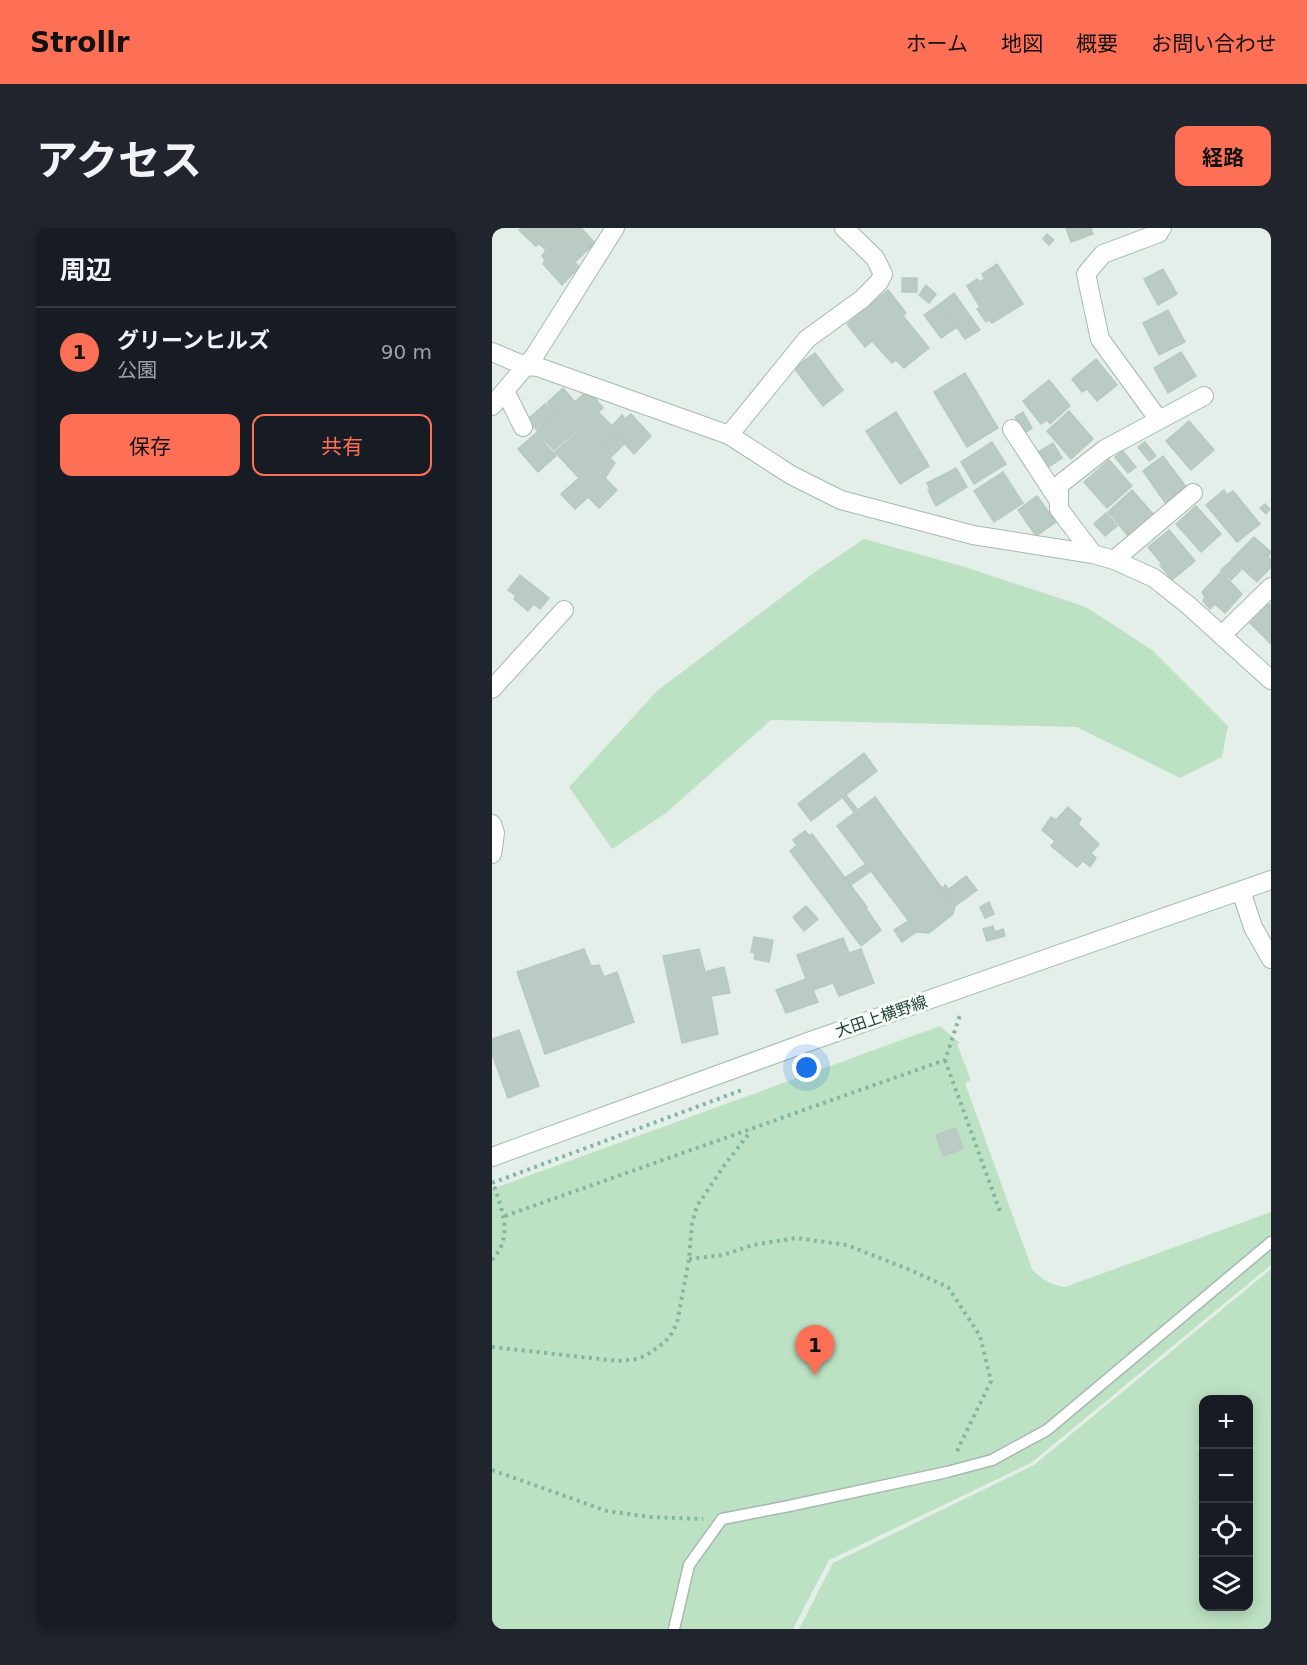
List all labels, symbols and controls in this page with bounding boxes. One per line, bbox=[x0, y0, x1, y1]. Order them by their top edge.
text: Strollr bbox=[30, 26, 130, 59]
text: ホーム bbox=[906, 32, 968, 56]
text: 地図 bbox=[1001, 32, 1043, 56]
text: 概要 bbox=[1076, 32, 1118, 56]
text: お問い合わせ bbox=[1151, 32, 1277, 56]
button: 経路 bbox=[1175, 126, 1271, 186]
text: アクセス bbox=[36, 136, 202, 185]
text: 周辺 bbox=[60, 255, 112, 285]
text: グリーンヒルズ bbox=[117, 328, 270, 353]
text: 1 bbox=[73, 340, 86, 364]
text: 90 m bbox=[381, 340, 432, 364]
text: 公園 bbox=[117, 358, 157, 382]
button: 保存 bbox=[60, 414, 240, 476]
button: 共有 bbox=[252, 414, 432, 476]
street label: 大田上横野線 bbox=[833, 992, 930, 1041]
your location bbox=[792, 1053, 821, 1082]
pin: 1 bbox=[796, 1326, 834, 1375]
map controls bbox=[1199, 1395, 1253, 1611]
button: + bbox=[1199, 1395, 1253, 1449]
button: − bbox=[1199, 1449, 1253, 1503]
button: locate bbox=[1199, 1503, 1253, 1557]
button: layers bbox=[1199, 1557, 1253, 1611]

WHAT TO PRODUCE: Output each line of the listing in which the string "button" is found.

TASK OUTPUT:
button: 経路 bbox=[1175, 126, 1271, 186]
button: 保存 bbox=[60, 414, 240, 476]
button: 共有 bbox=[252, 414, 432, 476]
button: + bbox=[1199, 1395, 1253, 1449]
button: − bbox=[1199, 1449, 1253, 1503]
button: locate bbox=[1199, 1503, 1253, 1557]
button: layers bbox=[1199, 1557, 1253, 1611]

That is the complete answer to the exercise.